Basically, it computes a fingerprint of each large file (large = too large for Git) and commits the fingerprint to Git, while the large files are stored on some remote location of your choice (AWS S3, local, cache...). So you have Git commands to update your fingerprints, and the same commands with dvc (add, push, pull...) to interact with the large files. Quite simple and neat actually.
We've started using it as a replacement for git LFS for different projects internally, not especially for Data Science, and we're very happy with it. Works like a charm with Linux, Mac and Windows.
We had troubles with setups on different OS, hard to understand error messages, and in general had to use multiple repos, some with Git LFS and some with "standard" Git and combine each, which was a mess. We ended up deleting the local clones and re-cloning quite often, and playing tech support for less technical colleagues.
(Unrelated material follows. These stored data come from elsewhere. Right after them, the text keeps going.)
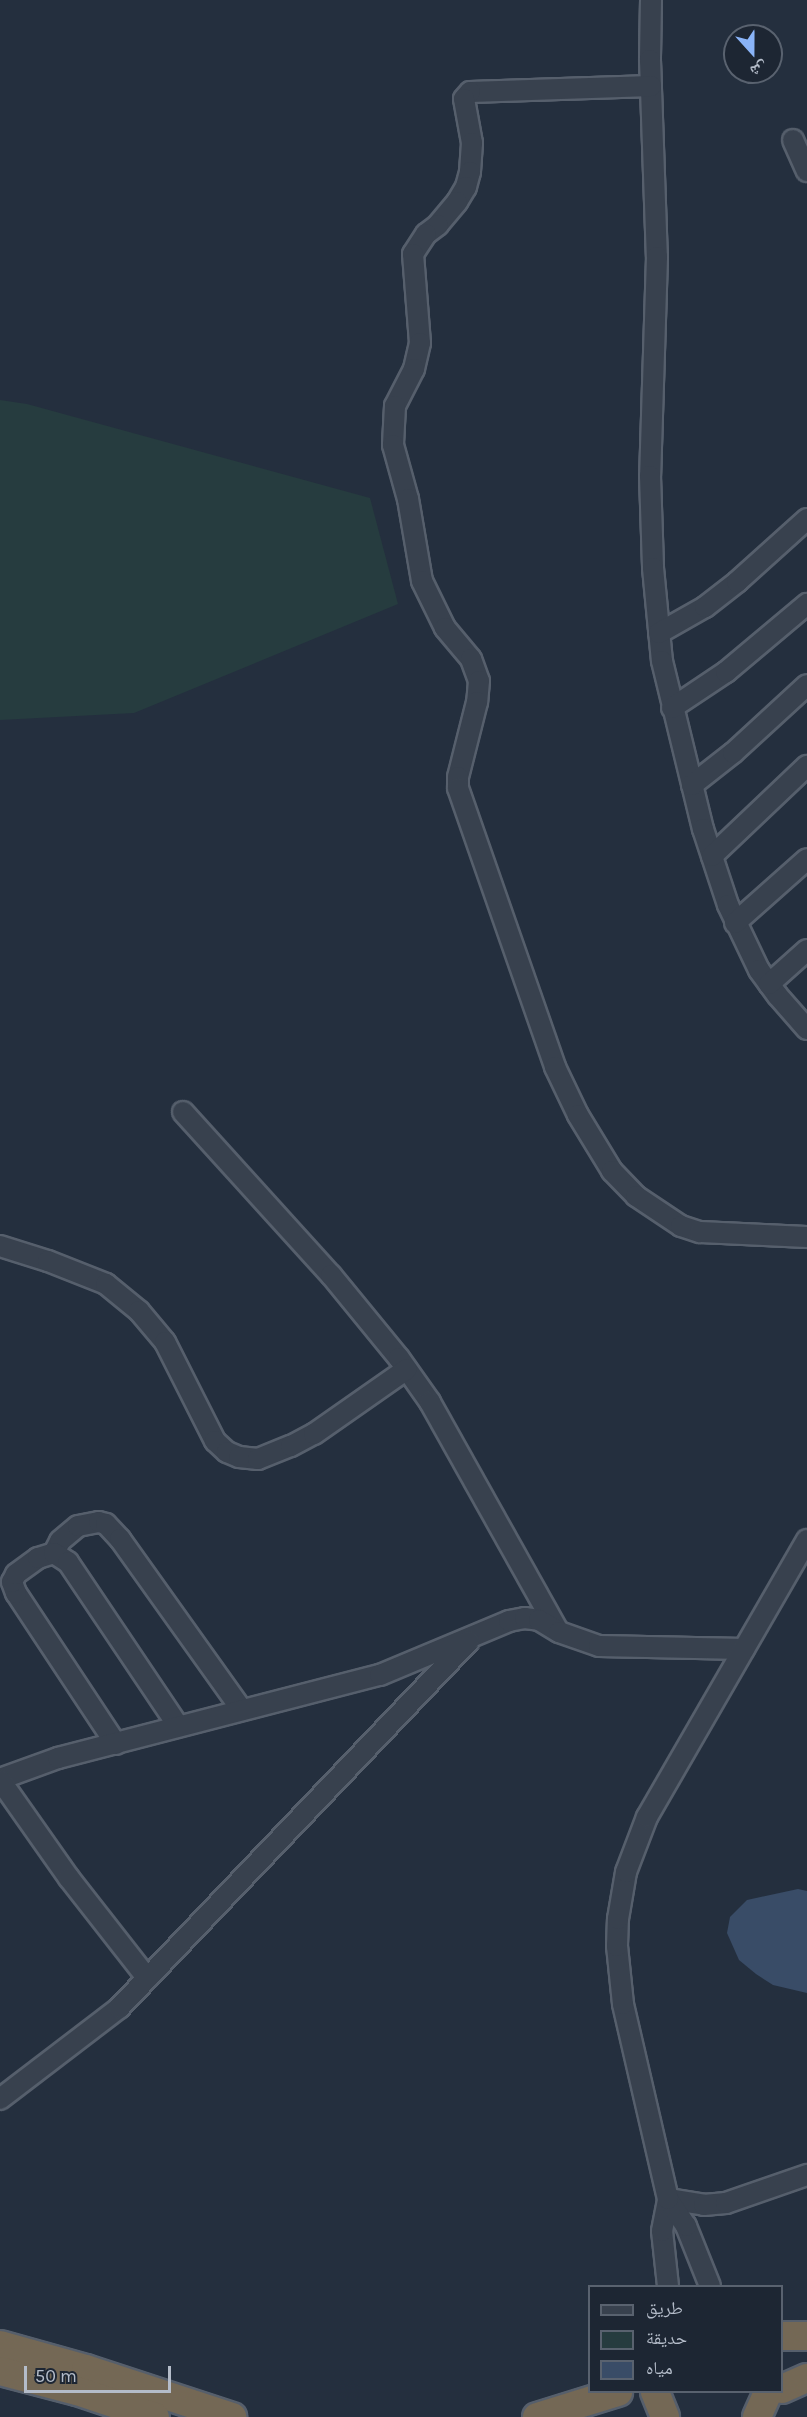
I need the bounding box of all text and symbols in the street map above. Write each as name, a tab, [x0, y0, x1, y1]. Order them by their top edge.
north arrow	[723, 24, 783, 84]
text: ش	[748, 57, 770, 81]
legend	[588, 2285, 783, 2393]
text: طريق	[646, 2297, 683, 2319]
text: حديقة	[646, 2327, 687, 2349]
scale bar	[27, 2354, 174, 2392]
text: مياه	[646, 2357, 673, 2379]
text: 50 m	[35, 2365, 77, 2387]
Also we realised we don't really need a word- or even line-level diff, but we just want to know which files have been modified (e.g. large binaries). So maybe we shouldn't have started with Git LFS in the first place.
DVC allowed us to have everything in our monorepo, kept in sync, without having people to install Git LFS before they clone the repo. You don't have to pull the large files if you don't want to or don't need them for your personal work. In general I think you're more flexible in terms of local and remote caching and sharing of these large files IMHO. If network is an issue (technical or money-wise) it's pretty useful.
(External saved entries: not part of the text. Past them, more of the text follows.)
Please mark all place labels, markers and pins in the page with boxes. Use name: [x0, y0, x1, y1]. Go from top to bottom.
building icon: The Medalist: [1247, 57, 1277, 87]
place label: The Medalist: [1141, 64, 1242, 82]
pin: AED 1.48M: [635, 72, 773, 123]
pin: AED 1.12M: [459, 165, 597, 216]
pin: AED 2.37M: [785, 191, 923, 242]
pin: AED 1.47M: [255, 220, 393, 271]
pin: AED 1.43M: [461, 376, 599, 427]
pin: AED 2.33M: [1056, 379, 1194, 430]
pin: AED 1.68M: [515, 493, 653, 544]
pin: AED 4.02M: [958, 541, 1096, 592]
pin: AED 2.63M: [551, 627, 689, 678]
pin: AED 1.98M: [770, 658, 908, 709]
I am sure there are more reasons for and against DVC, but it worked surprisingly well for us, the support on Github is super reactive, and so far we couldn't find a reason against it for our use case.
My experience with Git(hub) LFS was that it doesn't work with files that are several GB in size. Was constantly getting upload/download errors from Github.
If you change organisation and were working on a closed source project, you lose everything. You need to keep your notes on a higher level though (i.e. not describing confidential information). Plus I believe that a commit is generally only covers the third point ("Describe the process of carrying out the method").